Le passage de la sobriété à l'intoxication correspond aussi à un passage du défi symétrique à la complémentarité, et, même lorsque ces données existent, elles sont toujours brouillées par les déformations du souvenir ou la toxicité complexe de l'alcool. Mais certaines chansons et histoires indiquent nettement que c'est ainsi que s'opère le passage: dans les cérémonies rituelles, le partage du vin a toujours signifié l'agrégation sociale d'individus, unis dans une «communion» religieuse ou dans une Gemütlichkeit (cordialité) séculière. En un sens très littéral, l'alcool est supposé donner à l'individu la possibilité de se considérer et d'agir comme élément du groupe; ce qui revient à dire qu'il facilite la complémentarité dans les relations.


Toucher le fond

«AA» attache une grande importance à ce phénomène et considère qu'il y a peu de chances de venir vraiment en aide à un alcoolique qui n'a pas encore touché le fond; réciproquement «AA» explique ses échecs par le fait que les alcooliques qui recommencent à boire n'ont pas encore «atteint au fond».
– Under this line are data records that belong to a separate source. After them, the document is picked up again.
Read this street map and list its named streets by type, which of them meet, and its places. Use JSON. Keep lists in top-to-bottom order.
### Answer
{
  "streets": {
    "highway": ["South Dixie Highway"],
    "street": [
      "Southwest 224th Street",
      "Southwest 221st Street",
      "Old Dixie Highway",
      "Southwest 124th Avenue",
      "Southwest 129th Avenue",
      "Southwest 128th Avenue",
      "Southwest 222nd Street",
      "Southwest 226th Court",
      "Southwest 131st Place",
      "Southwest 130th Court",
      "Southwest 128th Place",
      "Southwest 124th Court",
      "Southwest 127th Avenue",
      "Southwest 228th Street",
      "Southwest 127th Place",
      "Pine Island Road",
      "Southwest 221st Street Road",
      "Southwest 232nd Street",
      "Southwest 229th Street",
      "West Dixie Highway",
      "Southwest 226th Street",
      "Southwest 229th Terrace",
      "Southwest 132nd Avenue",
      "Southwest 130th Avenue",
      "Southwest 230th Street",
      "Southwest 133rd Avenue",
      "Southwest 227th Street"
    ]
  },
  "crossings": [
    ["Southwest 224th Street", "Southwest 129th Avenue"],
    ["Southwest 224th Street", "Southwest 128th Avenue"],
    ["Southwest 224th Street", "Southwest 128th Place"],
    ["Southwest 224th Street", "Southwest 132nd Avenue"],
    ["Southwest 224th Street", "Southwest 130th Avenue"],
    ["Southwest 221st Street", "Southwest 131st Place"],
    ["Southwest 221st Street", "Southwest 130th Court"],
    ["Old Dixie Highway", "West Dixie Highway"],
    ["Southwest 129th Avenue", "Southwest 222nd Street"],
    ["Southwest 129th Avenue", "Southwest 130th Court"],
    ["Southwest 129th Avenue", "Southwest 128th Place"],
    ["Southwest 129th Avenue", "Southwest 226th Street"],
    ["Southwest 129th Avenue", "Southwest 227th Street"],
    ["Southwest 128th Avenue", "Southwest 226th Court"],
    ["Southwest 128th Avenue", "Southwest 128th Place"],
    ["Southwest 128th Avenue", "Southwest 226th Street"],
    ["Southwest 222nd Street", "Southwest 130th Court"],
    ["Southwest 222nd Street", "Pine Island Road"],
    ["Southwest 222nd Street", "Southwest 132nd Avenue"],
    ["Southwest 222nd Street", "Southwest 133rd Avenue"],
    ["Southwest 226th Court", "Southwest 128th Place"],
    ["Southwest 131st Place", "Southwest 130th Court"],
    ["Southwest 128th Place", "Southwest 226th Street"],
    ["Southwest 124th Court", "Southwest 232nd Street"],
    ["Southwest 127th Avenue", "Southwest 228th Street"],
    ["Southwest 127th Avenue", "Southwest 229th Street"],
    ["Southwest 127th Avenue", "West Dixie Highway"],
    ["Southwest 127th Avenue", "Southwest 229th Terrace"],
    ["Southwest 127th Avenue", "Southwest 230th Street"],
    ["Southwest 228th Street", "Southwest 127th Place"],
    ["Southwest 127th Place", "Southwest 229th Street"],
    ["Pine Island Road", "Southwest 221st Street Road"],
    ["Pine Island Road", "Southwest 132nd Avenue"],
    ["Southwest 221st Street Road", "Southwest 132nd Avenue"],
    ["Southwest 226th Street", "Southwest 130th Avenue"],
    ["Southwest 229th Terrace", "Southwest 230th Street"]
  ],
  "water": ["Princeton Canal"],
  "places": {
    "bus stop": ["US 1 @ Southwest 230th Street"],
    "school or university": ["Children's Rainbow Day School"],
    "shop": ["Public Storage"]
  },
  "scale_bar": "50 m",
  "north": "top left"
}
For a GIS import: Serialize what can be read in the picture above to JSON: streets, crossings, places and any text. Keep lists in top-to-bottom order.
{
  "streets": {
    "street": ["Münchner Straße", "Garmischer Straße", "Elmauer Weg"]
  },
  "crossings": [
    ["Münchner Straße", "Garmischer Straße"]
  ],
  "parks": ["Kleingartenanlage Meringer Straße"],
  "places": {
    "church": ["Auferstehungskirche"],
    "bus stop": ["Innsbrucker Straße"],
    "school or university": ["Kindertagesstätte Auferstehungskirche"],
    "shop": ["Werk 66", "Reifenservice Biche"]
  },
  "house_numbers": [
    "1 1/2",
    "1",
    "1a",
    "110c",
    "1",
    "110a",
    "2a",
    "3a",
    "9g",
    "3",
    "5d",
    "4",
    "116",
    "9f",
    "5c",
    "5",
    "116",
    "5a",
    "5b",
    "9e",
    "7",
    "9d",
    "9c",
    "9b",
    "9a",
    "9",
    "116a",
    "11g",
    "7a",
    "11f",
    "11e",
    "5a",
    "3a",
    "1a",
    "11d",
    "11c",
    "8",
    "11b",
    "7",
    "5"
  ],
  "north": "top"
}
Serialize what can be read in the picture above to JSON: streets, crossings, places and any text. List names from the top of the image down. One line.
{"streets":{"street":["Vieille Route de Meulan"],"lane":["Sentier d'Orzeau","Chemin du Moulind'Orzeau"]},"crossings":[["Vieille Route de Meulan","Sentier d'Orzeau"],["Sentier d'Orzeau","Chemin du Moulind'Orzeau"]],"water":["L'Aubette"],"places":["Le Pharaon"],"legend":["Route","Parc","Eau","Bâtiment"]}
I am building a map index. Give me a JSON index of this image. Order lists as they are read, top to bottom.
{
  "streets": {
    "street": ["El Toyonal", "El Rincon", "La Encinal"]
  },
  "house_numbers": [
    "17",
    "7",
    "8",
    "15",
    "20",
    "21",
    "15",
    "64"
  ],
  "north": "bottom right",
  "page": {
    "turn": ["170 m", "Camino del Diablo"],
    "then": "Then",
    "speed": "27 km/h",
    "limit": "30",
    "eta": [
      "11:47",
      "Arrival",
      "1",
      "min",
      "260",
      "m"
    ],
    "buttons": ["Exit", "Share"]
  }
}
Toutes sortes de malheurs peuvent amener l'alcoolique à y toucher. Imaginons par exemple différents types d'accidents: une attaque de delirium tremens, un laps de temps pendant une soûlerie dont il n'a aucun souvenir, le rejet de la part de sa femme ou la perte de son travail, un diagnostic sans espoir, etc. — autant d'événements qui peuvent avoir l'effet requis. «AA» affirme que le «fond» est différent pour chaque individu et que certains seront morts avant d'avoir atteint au leur[16].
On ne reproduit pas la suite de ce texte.